» WHAT THIS TASK INVOLVES: Count the lines below that contain the word "koʻchasi" and give only the number.

» DATA TO USE:

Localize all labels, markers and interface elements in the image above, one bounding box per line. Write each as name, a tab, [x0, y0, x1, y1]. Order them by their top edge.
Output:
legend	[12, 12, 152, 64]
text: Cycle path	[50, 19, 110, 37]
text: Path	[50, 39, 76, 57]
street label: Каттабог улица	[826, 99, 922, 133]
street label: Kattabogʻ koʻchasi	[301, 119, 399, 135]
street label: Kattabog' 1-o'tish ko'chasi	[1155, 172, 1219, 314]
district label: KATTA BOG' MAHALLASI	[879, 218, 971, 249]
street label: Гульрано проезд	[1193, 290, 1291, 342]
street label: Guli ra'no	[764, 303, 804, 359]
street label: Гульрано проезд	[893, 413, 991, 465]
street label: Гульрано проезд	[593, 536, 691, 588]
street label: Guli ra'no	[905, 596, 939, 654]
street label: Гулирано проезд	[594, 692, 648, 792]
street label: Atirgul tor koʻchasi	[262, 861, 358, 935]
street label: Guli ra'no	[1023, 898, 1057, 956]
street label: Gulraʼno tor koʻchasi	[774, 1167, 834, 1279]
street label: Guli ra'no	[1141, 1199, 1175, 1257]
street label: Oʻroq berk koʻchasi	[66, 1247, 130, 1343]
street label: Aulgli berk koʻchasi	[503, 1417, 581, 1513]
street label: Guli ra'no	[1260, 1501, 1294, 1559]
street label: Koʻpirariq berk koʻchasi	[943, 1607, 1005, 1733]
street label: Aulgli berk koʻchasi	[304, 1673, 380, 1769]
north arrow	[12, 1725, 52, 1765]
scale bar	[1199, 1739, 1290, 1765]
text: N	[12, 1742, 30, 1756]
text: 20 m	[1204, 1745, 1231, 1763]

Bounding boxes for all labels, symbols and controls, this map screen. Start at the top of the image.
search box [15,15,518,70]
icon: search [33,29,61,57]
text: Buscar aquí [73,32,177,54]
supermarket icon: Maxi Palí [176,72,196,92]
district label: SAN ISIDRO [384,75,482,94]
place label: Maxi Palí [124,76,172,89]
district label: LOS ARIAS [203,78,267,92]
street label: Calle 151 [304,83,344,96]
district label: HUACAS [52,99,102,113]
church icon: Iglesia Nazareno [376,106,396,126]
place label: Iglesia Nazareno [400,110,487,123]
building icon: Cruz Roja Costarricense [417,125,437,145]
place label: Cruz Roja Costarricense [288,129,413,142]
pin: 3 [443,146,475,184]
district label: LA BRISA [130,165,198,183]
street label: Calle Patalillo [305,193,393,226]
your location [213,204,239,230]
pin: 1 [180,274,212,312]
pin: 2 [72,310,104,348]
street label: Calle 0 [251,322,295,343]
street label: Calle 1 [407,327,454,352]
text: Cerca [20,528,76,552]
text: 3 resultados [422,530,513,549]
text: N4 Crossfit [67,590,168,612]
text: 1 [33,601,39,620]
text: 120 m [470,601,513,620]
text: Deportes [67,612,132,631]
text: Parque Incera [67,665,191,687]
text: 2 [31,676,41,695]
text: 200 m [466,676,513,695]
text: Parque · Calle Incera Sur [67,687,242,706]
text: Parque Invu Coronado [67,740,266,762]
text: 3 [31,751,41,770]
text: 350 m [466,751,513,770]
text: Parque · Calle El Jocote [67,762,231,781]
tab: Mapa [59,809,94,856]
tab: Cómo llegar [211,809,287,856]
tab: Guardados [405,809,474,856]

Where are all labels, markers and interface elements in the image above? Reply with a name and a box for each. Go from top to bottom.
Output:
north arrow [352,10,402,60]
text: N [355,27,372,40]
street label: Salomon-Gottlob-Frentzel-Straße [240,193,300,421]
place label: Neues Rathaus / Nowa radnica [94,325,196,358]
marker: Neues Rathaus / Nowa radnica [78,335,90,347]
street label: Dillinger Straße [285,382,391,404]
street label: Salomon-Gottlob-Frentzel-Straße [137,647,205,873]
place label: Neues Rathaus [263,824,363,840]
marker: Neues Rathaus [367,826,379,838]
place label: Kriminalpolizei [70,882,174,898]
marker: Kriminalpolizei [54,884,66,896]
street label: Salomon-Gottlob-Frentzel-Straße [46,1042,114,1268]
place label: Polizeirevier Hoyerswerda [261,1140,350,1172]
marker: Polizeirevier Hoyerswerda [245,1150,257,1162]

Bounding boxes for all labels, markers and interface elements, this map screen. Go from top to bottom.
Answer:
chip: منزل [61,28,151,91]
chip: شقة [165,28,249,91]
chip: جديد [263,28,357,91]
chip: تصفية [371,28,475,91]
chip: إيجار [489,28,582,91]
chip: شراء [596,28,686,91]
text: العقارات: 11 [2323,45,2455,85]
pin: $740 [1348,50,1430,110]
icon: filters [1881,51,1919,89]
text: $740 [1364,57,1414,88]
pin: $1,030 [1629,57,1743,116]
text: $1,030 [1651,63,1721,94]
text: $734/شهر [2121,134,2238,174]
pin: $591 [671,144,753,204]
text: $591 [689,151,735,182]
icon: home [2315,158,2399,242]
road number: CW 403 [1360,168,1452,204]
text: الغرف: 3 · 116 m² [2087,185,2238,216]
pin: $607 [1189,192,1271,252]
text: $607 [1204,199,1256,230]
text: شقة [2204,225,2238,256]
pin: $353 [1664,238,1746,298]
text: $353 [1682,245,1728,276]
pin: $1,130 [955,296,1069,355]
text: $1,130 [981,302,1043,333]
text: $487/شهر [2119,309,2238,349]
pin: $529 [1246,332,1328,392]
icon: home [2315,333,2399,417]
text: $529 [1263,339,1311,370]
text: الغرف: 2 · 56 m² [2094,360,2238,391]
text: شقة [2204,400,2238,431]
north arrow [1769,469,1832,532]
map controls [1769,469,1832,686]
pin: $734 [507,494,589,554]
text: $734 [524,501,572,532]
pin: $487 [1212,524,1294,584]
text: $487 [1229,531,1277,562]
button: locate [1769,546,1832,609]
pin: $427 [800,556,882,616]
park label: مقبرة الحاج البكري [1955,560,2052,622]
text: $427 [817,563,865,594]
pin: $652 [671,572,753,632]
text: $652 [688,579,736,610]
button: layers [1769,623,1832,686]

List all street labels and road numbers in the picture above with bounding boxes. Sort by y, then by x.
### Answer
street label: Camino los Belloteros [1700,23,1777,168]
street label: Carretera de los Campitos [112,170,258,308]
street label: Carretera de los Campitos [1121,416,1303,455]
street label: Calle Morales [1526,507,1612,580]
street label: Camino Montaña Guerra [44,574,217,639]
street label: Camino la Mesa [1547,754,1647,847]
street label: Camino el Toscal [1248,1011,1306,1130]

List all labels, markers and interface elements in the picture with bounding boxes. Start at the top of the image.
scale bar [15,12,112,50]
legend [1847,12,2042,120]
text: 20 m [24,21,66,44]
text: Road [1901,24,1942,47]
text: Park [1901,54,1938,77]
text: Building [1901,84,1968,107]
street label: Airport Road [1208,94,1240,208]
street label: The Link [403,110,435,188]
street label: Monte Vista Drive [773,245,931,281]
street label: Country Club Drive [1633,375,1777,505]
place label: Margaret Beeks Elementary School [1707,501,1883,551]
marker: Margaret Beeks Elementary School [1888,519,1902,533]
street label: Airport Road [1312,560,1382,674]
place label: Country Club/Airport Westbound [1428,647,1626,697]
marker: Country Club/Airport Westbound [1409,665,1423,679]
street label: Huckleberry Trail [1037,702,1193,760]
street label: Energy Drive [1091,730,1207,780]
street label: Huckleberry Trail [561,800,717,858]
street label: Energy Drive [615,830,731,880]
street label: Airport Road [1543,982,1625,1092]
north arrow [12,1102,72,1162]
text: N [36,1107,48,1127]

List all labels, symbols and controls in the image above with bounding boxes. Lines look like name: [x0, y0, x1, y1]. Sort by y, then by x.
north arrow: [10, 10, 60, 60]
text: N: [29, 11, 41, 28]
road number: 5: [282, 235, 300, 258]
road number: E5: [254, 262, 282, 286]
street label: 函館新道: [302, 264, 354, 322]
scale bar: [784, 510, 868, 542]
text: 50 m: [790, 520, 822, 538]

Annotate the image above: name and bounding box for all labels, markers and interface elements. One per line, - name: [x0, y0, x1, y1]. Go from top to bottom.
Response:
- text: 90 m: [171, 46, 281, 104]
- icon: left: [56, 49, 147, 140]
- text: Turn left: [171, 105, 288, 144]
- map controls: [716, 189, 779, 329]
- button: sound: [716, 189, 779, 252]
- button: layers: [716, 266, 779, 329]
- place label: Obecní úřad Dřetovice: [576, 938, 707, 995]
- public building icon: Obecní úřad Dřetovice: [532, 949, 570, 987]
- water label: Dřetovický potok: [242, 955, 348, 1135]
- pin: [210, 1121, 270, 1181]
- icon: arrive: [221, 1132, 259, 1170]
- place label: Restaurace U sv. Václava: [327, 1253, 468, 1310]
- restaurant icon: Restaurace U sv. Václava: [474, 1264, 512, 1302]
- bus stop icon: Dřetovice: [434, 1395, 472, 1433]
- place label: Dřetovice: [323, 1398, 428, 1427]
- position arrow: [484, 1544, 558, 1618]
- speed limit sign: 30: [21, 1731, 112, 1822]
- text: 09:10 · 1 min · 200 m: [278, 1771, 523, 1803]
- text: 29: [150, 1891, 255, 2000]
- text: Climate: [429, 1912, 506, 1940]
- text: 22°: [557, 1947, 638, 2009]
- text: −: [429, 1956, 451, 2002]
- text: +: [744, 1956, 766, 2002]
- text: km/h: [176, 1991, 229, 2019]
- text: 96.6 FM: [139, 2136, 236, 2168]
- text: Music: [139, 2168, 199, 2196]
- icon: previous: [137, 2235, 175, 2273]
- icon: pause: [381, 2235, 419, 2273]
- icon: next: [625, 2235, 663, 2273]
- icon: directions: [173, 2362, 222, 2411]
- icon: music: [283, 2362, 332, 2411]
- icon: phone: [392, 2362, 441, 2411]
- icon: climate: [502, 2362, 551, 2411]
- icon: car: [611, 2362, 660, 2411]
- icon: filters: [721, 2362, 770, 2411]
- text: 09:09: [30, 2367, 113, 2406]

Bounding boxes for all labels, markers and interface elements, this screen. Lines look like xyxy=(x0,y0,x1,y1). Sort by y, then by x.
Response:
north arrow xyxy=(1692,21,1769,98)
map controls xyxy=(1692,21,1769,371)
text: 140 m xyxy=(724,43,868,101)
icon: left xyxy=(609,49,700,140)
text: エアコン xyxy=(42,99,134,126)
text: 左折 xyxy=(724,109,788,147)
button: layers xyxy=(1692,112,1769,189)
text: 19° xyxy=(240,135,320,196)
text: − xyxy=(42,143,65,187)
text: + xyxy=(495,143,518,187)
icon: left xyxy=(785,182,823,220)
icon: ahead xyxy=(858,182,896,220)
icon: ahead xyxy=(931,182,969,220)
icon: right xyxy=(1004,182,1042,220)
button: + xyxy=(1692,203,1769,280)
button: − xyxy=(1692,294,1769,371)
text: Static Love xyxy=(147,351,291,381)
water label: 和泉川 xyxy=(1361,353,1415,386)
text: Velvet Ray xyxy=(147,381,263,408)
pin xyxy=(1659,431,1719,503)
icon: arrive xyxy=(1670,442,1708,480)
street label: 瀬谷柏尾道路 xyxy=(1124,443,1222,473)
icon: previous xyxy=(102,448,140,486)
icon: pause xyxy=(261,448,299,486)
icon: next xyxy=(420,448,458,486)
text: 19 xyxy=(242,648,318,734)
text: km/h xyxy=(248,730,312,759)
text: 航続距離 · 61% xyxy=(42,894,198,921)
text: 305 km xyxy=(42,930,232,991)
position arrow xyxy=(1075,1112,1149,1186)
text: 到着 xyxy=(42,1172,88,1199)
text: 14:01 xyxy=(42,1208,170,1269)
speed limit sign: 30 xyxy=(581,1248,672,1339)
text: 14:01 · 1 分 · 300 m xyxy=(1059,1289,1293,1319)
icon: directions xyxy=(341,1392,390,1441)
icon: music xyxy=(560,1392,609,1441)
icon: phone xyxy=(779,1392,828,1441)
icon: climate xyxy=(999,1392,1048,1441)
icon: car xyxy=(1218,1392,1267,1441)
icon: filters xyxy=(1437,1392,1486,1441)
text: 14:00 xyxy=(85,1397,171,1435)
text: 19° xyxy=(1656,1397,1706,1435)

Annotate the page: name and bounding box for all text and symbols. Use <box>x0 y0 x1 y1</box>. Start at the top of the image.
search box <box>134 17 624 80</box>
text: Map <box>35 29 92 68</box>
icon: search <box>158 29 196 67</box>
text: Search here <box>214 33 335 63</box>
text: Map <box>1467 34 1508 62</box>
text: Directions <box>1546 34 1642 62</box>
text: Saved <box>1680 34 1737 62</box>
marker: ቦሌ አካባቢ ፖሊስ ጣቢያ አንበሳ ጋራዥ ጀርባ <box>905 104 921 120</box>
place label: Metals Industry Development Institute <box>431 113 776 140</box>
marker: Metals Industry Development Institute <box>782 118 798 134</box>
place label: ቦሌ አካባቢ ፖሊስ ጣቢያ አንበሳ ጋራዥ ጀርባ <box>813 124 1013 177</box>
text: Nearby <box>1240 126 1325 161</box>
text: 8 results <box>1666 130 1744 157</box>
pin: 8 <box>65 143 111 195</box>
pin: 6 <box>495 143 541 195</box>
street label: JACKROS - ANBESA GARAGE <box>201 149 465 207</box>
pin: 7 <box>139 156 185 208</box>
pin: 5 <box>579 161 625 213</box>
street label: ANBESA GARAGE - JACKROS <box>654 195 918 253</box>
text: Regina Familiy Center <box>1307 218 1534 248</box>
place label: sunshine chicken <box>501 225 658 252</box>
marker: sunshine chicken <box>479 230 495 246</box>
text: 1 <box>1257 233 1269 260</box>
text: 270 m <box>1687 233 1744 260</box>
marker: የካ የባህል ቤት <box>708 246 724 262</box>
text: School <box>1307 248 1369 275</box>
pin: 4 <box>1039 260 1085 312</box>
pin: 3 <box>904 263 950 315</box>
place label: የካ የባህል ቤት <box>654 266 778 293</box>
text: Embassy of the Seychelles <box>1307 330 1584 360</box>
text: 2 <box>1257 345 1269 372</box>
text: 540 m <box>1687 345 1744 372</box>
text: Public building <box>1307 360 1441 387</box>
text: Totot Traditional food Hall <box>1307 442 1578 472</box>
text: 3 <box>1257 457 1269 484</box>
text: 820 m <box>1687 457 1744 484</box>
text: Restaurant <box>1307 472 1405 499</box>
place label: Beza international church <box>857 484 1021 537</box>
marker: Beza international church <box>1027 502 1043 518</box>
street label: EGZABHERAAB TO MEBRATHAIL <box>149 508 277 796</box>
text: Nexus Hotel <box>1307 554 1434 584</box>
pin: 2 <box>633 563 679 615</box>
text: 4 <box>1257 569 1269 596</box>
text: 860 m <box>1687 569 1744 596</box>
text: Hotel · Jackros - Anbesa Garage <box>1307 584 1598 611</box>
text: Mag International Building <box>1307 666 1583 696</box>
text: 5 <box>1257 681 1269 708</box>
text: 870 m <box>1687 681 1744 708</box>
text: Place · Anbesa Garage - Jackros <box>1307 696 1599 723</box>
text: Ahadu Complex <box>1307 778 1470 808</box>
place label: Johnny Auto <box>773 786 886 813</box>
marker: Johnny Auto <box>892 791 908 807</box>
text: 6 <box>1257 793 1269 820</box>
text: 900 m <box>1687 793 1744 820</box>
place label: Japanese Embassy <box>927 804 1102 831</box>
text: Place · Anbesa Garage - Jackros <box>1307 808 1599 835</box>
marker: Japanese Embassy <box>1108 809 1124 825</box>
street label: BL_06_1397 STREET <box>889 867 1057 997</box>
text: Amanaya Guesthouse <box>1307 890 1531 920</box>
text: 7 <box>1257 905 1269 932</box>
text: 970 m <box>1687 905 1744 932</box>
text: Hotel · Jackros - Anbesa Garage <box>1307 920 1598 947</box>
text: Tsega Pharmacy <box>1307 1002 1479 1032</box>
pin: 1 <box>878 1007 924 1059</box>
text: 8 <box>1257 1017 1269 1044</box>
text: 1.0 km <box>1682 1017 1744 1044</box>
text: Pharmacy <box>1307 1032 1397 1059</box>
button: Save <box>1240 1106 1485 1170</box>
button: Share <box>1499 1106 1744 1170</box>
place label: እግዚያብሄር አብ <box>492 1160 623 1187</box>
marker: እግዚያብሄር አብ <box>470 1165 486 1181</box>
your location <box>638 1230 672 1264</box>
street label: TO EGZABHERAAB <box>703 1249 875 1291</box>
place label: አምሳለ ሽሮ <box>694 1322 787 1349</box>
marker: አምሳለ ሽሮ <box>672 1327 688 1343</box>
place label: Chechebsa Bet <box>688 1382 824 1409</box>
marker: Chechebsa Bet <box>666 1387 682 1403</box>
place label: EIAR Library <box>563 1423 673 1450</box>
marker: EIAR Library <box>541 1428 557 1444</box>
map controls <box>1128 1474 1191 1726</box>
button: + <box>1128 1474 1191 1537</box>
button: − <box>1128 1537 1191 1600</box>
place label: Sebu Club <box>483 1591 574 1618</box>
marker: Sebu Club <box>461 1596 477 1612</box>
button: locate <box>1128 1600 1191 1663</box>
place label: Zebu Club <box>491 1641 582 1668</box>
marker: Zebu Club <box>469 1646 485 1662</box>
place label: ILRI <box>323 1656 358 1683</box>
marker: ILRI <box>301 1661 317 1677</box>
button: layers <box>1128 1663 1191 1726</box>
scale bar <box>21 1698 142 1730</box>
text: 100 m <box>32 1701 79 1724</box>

» TASK SOLUTION: 7